245. Lorsque la fortune veut humilier les sages, elle les surprend dans ces petites occasions où l’on est ordinairement sans précaution et sans défense. Le plus habile homme du monde ne peut empêcher que de légères fautes n’entraînent quelquefois d’horribles malheurs ; et il perd sa réputation ou sa fortune par une petite imprudence, comme un autre se casse la jambe en se promenant dans sa chambre[1].

246. Soit vivacité, soit hauteur, soit avarice, il n’y a point d’homme qui ne porte dans son caractère une occasion continuelle de faire des fautes ; et si elles sont sans conséquence, c’est à la fortune qu’il le doit[2].

247. Nous sommes consternés de nos rechutes, et de voir que nos malheurs même n’ont pu nous corriger de nos défauts[3].

248. La nécessité modère plus de peines que la raison.

249. La nécessité empoisonne les maux qu’elle ne peut guérir[4].
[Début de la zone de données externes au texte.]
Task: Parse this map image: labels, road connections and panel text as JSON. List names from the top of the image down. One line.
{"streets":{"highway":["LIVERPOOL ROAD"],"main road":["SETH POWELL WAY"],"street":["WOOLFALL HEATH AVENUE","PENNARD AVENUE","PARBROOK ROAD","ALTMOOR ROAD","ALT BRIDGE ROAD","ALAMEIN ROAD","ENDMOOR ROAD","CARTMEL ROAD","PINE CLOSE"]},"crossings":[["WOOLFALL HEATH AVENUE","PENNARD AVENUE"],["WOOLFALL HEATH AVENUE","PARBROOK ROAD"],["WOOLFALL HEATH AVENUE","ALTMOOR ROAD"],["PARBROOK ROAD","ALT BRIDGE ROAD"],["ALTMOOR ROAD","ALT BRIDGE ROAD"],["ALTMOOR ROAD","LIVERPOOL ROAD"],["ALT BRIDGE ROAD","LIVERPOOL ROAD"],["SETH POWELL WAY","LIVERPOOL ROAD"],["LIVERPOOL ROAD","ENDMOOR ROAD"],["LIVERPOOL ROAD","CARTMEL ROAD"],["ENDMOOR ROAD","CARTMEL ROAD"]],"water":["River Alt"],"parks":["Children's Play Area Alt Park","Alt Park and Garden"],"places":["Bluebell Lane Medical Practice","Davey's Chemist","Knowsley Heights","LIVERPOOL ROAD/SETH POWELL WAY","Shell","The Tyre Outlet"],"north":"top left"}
250. Les favoris de la fortune ou de la gloire, malheureux à nos yeux, ne nous détournent point de l’ambition.

251. La patience est l’art d’espérer.

252. Le désespoir comble non-seulement notre misère, mais notre faiblesse.

  1. [Bien. — V.]
  2. [Faible. — V.]
  3. [Faible. — V.]
  4. Var. : « La nécessité comble les maux qu’elle ne peut soulager. » — Pour bien comprendre cette pensée, il faut relire celle qui précède ; l’une explique l’autre, et en voici, je crois, le sens : La raison est souvent impuissante contre le sentiment des peines : l’idée que ces peines sont nécessaires peut seule les soulager ; mais quand elle ne les soulage pas, elle les rend encore plus cuisantes. — G.